--- START ---

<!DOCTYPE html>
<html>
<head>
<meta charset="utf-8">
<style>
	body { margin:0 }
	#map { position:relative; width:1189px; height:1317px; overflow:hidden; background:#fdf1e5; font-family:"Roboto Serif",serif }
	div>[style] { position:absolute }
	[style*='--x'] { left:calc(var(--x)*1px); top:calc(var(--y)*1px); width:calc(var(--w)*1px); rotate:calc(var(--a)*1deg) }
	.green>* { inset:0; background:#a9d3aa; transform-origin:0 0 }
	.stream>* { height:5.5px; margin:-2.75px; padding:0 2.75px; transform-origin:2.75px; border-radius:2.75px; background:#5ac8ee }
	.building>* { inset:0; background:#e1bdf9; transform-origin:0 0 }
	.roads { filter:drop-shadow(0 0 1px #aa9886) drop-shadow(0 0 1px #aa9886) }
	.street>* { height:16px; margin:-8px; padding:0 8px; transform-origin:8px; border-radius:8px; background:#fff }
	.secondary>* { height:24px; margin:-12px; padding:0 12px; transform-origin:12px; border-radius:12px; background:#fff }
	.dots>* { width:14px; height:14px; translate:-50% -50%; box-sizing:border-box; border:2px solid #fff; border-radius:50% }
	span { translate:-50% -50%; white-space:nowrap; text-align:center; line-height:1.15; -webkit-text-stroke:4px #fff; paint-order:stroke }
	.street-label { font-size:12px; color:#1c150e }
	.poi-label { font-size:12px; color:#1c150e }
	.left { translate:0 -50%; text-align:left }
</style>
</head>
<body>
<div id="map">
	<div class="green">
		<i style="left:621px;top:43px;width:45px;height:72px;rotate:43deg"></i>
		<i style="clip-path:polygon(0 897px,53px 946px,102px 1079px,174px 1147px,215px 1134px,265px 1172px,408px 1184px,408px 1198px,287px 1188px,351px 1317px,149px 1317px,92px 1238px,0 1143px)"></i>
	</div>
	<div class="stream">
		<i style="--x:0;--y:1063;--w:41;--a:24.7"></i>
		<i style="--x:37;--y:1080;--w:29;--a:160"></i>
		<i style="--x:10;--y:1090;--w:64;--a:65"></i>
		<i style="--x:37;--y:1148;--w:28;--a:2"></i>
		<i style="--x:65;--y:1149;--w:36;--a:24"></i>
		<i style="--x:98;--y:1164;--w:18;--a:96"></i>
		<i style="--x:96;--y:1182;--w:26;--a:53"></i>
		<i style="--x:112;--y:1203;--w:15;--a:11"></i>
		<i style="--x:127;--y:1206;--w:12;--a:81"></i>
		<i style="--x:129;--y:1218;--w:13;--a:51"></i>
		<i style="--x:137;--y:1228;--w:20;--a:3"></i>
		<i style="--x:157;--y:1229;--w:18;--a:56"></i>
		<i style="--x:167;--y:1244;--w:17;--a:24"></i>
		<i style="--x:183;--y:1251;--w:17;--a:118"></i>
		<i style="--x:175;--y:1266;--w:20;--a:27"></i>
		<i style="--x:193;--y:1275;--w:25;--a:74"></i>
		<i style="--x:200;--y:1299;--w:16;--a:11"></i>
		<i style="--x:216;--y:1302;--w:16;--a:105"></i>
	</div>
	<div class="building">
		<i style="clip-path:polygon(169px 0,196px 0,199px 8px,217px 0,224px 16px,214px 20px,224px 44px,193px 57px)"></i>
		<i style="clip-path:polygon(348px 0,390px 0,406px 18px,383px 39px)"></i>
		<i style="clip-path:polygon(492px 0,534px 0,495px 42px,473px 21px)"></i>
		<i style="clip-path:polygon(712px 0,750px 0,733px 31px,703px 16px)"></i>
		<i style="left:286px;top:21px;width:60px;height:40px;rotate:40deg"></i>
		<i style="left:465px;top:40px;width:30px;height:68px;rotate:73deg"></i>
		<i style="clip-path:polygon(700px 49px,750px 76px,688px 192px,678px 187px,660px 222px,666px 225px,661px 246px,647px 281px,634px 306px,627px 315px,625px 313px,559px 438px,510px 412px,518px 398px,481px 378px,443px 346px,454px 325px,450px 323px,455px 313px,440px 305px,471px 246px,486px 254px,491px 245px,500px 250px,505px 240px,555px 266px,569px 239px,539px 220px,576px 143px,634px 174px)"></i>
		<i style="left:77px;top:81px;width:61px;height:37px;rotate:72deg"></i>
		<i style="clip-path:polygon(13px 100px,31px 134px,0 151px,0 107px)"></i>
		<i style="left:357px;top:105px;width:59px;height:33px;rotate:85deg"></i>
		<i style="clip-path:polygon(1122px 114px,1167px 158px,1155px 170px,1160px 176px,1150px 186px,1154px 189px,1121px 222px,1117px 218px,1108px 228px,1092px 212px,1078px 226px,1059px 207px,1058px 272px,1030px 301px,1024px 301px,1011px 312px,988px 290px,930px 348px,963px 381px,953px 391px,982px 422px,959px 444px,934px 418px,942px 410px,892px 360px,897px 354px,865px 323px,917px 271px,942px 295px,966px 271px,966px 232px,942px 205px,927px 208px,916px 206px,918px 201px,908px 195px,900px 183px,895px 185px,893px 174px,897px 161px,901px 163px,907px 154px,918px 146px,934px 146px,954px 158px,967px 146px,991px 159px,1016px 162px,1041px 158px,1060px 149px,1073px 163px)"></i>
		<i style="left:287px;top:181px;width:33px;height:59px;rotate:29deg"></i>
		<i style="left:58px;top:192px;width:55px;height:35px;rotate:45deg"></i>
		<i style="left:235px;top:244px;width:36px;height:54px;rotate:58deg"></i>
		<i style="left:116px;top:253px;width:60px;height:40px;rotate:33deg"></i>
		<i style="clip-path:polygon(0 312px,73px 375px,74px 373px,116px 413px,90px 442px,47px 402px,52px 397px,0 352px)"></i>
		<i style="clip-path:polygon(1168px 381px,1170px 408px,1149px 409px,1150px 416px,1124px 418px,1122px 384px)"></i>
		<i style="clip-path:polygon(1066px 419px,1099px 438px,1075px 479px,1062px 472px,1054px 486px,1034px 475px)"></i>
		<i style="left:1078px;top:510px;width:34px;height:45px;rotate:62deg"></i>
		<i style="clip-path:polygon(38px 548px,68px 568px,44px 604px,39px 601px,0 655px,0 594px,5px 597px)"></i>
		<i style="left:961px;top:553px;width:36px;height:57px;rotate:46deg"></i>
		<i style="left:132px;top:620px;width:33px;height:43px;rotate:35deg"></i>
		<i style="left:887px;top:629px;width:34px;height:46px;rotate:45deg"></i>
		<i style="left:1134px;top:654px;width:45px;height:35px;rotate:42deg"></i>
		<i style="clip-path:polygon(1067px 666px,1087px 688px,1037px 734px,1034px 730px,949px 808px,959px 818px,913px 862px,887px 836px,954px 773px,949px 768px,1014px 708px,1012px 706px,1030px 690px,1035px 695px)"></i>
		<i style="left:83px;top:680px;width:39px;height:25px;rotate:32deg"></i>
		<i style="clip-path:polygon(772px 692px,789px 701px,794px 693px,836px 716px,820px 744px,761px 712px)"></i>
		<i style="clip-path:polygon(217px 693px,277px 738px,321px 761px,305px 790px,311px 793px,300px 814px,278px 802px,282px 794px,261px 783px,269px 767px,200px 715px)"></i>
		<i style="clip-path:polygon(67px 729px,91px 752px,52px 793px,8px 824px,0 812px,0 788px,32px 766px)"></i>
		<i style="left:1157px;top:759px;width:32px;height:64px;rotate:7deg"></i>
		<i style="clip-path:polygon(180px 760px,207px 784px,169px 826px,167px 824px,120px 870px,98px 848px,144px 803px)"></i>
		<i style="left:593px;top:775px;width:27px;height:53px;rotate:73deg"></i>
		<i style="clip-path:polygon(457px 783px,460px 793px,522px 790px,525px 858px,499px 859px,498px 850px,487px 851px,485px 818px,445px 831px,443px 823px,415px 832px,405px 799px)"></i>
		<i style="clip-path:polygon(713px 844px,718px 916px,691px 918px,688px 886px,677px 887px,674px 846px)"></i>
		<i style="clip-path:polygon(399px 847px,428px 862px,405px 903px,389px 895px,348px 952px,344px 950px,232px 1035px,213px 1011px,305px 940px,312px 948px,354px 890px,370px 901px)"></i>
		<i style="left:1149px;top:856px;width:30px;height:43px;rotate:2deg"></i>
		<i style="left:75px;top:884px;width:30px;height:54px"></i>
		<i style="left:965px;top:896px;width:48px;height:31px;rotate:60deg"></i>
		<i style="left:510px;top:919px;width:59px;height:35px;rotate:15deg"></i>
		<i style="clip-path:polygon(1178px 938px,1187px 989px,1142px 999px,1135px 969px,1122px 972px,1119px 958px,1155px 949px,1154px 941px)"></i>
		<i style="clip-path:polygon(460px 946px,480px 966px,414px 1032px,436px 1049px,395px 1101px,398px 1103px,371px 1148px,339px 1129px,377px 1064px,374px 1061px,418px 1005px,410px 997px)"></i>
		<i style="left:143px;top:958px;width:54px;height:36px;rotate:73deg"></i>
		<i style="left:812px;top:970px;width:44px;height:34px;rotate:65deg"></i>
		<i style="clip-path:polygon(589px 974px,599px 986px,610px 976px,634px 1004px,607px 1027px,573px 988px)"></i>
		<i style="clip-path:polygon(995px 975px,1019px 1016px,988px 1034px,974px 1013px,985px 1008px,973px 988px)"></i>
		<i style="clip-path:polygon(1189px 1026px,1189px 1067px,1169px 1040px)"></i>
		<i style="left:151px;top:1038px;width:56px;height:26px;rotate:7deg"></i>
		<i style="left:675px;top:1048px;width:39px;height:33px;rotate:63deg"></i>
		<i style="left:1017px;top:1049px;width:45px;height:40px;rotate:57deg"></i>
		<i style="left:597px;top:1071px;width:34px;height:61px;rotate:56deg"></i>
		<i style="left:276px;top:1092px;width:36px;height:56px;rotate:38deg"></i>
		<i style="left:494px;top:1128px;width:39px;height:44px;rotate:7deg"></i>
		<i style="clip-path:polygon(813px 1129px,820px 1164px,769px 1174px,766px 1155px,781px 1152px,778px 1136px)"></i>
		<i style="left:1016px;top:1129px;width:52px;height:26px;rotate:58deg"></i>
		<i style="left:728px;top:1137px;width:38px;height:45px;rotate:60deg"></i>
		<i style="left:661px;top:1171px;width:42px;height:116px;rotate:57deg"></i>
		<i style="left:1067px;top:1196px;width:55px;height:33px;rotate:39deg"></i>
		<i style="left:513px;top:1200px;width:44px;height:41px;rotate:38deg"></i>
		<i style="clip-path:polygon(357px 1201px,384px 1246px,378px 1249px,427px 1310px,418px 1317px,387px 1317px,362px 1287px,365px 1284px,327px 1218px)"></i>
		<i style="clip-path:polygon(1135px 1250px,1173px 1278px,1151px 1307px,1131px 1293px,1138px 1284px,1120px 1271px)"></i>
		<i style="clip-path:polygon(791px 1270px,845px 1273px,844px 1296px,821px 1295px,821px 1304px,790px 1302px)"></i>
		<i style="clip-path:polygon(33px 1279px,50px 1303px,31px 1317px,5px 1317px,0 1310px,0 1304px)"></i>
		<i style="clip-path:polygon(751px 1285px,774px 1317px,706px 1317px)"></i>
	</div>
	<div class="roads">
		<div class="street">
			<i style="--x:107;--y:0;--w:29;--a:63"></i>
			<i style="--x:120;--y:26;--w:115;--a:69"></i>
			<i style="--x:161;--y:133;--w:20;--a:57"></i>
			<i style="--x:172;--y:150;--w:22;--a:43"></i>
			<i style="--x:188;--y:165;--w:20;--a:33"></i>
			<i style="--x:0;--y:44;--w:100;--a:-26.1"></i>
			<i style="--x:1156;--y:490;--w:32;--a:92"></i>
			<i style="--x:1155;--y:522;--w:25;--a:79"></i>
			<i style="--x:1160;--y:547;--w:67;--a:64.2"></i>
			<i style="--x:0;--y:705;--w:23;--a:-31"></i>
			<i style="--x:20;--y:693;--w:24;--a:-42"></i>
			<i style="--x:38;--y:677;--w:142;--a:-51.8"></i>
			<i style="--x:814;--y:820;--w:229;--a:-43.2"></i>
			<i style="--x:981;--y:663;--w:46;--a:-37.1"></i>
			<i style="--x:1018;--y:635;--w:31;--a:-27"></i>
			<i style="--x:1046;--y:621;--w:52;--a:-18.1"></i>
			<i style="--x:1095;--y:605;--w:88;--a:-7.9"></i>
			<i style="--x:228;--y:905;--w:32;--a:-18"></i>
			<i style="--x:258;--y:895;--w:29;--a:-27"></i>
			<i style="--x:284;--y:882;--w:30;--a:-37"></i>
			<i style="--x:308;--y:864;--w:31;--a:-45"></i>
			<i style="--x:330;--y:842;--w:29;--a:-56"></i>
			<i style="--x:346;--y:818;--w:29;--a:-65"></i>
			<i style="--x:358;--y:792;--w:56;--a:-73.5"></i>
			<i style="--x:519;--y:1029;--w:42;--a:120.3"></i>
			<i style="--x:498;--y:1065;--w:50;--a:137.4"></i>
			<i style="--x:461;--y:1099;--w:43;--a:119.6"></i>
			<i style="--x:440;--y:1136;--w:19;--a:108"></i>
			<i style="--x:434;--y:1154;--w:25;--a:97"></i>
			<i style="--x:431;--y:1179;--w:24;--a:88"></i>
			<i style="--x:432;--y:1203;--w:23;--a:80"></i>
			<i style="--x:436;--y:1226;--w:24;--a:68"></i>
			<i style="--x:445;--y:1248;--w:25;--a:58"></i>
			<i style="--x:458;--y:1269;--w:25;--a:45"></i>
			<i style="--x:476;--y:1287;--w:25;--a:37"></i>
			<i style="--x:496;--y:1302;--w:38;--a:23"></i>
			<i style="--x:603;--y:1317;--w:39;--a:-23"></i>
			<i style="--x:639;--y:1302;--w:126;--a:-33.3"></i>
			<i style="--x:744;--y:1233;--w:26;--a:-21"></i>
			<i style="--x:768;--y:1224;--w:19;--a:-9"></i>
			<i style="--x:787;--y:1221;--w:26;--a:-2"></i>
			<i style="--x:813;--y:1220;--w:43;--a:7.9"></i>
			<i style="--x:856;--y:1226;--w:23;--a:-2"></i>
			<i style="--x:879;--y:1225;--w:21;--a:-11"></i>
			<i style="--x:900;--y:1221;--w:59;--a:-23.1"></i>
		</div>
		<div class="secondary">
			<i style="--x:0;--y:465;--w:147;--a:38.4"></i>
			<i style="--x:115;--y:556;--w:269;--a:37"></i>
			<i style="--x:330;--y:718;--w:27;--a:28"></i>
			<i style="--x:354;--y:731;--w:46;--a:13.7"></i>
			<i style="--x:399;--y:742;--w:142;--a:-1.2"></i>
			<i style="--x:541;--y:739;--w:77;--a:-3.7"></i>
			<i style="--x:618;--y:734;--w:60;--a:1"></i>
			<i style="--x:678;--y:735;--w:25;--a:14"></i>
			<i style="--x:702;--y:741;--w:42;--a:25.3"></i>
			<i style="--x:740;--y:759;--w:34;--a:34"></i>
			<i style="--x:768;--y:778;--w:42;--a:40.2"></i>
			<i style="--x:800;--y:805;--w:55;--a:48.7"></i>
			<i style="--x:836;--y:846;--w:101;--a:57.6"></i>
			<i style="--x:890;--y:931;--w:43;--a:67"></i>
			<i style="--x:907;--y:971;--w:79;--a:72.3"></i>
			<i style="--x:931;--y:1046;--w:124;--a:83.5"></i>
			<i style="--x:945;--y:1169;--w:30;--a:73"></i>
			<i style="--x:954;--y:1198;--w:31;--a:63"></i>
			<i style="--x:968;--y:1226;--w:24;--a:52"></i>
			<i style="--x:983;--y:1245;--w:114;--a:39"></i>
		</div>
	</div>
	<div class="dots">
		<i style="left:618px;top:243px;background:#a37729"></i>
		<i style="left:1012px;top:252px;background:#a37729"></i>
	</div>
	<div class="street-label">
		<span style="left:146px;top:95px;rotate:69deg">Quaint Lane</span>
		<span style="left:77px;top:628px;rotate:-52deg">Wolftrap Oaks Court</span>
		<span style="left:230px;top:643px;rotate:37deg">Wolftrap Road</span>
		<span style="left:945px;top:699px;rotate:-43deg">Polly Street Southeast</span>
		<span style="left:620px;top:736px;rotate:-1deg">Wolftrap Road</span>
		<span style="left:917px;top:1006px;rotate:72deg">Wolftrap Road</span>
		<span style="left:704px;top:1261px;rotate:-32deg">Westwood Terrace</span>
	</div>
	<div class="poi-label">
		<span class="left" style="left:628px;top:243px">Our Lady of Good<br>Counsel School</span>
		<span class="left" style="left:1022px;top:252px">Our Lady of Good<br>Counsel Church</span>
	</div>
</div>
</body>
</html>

--- END ---

> [Directions for this task]: The reply should consist only of the line containing "of Good<br>Counsel School</span>" and all lines after it in the listing above, reproduced exactly.

> [Answer space]:
		<span class="left" style="left:628px;top:243px">Our Lady of Good<br>Counsel School</span>
		<span class="left" style="left:1022px;top:252px">Our Lady of Good<br>Counsel Church</span>
	</div>
</div>
</body>
</html>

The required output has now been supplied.